Last week I read a blog entitled Do you know about Jian? – which talked about entire social communities that knew on some level about Jian. Saw the discomfort of women he approached; joked about the pick-up lines he used; heard whispers about how he treated women; passed along the question and knowing nods.

As I read I couldn't help but think: Why didn't anyone say something?

Part-way through the writer responded to that question, and I felt a little chastised. Because she is unfortunately right to counter-ask: 
Would you?

I realized I haven't.

Not that I have had an abundance of overt need or opportunity to. Perhaps I am fortunate in that regard. Or unaware of the people around me that are not saying something. Naive even, since the statistics suggest that harassment and abuse of any kind is much more prevalent than we like to think.

But I have worked in an industry that is somewhat known for the flirty banter, sexual innuendos, dirty jokes, and (border-line harassment) teasing. I've engaged in much of this at one point or another, either with my own words or by laughing at co-workers' comments. And while I would argue that it is important to consider the setting and audience, and that it is possible to be too sensitive about such interactions... I also have to pause and wonder if some of those interactions made someone uncomfortable? If a setting or audience was judged incorrectly? If boundaries were pushed and lines crossed? If someone felt unsafe to talk, and instead forced a laugh so as not to be laughed at?

Just because this industry is known for such interactions does not make it right or ok. And I know that there is a risk for line-crossing, because I have danced along that line both willingly and not so willingly.

Yet I have rarely said something.

The frustration and chastised feelings from reading that article shifted in me then, towards challenge and inspiration – to say something. To speak up for those who are not yet able to. To be an ally by sending a message of support; by helping to create safer spaces to say something. In a different work environment, I do.

Yet in some moments I still struggle. Because I enjoy the flirty banter, sexual innuendos, and dirty jokes. Some days those interactions among co-workers are what make that job tolerable and enjoyable. I don't want them to stop.

Nor do I want to contribute to feelings of discomfort or harassment.

I realize the flirty banter of consenting parties can be a far cry from sexual harassment or violence. And I know there is a line somewhere in the space between the two that has been crossed far too many times.
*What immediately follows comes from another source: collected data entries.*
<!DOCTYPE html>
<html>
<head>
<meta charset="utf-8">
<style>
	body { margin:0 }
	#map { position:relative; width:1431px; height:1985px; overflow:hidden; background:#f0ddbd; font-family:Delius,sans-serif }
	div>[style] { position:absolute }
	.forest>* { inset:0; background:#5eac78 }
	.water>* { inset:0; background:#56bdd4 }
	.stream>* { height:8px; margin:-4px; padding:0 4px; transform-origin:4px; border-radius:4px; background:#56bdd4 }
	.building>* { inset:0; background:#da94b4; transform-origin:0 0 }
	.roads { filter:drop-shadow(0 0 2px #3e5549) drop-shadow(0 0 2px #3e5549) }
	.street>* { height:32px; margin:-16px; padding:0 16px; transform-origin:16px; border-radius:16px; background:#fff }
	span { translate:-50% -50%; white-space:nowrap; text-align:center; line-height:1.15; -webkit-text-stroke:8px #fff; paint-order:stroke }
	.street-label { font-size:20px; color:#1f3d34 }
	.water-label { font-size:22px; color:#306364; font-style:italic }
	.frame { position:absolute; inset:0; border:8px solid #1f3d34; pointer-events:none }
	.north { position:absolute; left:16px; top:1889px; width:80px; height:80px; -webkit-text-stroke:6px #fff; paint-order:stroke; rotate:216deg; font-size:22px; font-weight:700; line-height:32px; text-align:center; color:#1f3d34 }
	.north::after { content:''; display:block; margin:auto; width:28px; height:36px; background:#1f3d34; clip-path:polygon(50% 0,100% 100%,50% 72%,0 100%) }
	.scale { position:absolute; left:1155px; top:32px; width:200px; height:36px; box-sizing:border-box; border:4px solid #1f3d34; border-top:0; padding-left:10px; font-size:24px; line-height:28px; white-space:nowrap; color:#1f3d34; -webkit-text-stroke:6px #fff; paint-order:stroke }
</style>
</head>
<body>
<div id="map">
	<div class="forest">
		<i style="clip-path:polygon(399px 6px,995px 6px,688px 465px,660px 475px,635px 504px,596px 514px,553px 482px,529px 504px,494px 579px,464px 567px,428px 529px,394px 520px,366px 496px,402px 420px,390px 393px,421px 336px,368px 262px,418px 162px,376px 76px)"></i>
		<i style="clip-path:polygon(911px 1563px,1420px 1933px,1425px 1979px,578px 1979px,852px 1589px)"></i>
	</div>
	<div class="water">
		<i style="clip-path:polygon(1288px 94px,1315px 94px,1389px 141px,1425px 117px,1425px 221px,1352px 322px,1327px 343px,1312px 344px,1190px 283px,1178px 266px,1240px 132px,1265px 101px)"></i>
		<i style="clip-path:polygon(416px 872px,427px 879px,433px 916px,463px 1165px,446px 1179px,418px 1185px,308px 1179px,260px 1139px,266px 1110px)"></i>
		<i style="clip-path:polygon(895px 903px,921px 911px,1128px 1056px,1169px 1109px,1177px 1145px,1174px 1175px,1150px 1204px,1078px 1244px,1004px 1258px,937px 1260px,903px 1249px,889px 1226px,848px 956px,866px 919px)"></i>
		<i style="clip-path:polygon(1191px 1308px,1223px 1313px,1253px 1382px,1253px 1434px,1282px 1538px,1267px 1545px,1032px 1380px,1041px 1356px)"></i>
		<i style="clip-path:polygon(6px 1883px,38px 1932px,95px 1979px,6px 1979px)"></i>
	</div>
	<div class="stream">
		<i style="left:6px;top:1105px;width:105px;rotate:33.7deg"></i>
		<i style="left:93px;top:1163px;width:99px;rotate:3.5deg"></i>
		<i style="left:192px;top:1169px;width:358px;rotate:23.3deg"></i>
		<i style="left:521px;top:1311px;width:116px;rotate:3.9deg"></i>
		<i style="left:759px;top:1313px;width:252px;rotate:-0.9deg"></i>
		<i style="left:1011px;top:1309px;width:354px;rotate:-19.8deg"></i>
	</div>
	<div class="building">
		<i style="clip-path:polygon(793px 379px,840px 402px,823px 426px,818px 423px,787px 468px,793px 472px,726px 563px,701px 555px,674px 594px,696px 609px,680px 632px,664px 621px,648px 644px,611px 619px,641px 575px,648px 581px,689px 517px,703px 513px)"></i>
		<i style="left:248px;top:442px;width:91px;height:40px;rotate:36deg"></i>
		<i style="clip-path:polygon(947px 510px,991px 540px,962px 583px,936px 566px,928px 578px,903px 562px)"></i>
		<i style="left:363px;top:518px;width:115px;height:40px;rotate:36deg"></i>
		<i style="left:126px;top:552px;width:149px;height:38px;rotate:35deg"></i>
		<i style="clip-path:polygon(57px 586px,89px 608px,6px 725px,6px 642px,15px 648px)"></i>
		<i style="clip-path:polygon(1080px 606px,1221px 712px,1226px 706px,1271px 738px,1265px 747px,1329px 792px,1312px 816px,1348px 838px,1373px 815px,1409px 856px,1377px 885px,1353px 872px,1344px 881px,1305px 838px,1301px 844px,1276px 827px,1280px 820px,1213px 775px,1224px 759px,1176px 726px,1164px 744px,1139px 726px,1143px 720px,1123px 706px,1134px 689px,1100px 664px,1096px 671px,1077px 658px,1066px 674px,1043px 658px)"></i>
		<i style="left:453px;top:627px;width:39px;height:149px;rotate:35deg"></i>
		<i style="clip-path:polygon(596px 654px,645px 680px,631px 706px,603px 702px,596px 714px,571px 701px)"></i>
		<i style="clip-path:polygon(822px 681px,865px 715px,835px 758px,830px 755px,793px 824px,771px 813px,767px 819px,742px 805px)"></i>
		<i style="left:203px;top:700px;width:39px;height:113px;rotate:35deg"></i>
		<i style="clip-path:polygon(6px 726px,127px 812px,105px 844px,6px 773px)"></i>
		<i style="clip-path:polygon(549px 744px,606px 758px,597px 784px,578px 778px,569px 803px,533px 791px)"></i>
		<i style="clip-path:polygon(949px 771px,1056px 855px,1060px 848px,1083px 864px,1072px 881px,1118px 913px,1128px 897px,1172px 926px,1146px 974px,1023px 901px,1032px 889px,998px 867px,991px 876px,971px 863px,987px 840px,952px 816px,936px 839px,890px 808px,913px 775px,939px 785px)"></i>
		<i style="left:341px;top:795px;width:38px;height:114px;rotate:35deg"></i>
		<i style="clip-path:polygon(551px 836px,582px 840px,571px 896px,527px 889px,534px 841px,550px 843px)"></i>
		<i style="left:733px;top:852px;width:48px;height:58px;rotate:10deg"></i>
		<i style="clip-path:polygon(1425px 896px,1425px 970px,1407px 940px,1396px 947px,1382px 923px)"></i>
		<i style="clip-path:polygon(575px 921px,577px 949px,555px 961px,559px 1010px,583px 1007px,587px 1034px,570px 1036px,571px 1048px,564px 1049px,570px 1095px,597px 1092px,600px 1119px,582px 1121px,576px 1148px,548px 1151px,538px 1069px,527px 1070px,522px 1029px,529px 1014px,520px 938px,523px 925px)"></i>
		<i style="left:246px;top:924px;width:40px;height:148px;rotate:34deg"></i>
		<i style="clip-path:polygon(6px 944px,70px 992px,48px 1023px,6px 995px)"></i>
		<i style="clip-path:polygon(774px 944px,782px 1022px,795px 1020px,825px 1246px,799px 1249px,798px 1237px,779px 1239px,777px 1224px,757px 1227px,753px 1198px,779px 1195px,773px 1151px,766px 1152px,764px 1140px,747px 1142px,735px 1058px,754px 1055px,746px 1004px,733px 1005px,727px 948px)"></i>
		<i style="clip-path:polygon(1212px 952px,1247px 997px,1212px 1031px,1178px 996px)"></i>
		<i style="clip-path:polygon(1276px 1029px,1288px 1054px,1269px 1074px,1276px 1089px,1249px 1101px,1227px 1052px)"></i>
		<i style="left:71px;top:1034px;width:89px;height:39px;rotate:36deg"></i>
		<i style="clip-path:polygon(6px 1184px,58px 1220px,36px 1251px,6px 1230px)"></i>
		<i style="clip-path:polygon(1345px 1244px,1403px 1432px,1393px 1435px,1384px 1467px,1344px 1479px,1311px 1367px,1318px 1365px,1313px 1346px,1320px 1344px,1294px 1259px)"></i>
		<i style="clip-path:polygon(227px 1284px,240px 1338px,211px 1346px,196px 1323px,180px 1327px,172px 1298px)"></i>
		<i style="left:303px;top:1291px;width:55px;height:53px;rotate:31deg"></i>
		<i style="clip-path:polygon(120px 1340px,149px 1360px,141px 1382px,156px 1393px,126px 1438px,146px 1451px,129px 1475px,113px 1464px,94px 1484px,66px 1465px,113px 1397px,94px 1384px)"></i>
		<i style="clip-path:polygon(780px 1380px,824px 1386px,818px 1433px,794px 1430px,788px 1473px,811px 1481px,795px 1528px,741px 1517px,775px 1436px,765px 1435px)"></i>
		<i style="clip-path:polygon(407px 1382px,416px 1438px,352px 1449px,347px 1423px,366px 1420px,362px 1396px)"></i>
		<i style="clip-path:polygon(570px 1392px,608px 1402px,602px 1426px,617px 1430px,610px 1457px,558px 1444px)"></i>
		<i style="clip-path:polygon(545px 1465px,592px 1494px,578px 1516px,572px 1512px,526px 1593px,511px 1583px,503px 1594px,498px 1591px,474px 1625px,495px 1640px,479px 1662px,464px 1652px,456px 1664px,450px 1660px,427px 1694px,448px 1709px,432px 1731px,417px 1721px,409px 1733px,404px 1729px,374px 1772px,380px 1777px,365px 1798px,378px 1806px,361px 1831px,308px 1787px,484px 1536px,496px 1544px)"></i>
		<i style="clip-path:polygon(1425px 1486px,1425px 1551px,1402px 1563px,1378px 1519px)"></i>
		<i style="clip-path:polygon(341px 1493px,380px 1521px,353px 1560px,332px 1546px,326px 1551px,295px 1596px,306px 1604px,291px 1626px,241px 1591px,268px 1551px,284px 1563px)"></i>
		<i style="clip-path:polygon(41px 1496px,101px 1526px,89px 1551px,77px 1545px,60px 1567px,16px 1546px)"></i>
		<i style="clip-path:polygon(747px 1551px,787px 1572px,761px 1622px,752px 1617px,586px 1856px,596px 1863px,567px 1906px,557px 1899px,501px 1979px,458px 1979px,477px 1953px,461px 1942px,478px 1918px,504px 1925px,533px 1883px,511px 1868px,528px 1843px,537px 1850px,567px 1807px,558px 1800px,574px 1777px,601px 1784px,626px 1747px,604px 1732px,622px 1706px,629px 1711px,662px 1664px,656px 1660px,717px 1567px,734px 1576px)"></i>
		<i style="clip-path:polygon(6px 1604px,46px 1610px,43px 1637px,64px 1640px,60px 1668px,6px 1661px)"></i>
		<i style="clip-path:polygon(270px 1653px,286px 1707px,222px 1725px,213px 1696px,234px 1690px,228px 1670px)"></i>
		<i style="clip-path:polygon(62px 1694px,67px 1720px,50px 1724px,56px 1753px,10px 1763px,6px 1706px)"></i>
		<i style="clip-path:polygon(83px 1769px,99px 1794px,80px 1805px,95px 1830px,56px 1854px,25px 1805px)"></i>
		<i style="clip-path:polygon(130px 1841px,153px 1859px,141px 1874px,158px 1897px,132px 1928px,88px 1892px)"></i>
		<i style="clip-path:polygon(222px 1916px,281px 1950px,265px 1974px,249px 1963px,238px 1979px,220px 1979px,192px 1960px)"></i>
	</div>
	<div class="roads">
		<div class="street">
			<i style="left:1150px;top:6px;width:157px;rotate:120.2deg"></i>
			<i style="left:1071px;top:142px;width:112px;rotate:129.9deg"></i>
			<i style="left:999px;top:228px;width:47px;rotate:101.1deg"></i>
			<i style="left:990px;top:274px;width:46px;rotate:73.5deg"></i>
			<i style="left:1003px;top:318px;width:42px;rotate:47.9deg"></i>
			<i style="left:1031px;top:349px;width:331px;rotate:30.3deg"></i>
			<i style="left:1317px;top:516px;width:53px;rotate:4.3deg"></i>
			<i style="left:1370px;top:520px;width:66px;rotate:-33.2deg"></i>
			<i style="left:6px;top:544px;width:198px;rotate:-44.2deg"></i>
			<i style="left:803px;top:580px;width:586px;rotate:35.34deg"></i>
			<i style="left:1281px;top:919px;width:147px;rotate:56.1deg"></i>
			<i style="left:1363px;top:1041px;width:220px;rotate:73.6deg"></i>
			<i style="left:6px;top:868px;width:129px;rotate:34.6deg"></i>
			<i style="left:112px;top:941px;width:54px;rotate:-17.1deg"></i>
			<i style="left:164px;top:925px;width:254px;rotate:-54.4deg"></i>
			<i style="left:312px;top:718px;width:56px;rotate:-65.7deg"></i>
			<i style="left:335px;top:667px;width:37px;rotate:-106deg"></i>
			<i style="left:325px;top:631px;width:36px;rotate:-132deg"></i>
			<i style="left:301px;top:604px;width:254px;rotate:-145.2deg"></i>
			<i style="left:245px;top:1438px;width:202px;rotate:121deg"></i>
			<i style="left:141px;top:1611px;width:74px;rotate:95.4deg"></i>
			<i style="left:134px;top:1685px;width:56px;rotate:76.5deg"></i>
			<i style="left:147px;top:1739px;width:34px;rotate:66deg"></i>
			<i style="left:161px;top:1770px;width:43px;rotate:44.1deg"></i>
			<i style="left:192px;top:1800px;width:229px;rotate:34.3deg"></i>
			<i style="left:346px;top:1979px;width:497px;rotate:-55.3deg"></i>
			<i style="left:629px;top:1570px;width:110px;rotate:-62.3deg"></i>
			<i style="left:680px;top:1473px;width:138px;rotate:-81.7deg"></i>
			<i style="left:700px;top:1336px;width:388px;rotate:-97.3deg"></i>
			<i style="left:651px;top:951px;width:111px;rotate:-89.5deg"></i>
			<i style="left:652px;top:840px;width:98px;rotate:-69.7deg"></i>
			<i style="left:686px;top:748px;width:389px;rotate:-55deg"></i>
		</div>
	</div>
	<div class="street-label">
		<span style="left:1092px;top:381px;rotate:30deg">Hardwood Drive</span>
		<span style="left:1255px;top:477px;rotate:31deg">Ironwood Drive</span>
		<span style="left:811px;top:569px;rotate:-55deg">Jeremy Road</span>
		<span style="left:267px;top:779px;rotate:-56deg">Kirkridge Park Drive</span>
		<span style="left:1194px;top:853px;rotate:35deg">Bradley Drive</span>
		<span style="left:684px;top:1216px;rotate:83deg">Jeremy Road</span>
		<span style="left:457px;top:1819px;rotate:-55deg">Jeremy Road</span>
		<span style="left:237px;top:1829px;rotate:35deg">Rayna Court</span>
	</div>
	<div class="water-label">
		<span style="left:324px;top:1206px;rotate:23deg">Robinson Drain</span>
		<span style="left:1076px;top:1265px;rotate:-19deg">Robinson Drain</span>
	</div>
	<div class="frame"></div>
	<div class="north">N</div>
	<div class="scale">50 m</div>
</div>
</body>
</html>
But how do we truly know where to draw that line when it may well be in a different place for everyone?

Is the issue consent, as some have argued?
Is the issue victim blaming, as others have defended?
Is the issue ensuring we as allies, victims, potential victims, and everyone standing on the side-lines begin/continue to have these conversations – to raise awareness; to create safer spaces; to stand up and say This is Not ok! – so that in the midst of drawing and dancing along the line more people feel comfortable and safe to say something? Without the fear of victim blaming. With peace of mind that consent – or lack thereof – will be respected.

I want those feelings of challenge and inspiration to grow within me. I want to pay more attention to the setting and audience when I engage in flirty banter and innuendos. I want to be aware of and clear about my boundaries, particularly when dancing on the line; to speak up when I fear they may be crossed or, perhaps more importantly, when I sense someone else's discomfort.

I want to be part of these conversations because once I/you/we start to say something it will hopefully eventually become less risky to do so. We need to pay attention to the uncomfortable silences. We need to listen. We need to watch for the interactions and pick up on the cues that something just isn't right. And then we need to say something. And we need to do it together.

Because this is SO not about Jian. It's not even (just) about the women involved in this particular story. It's about all of us.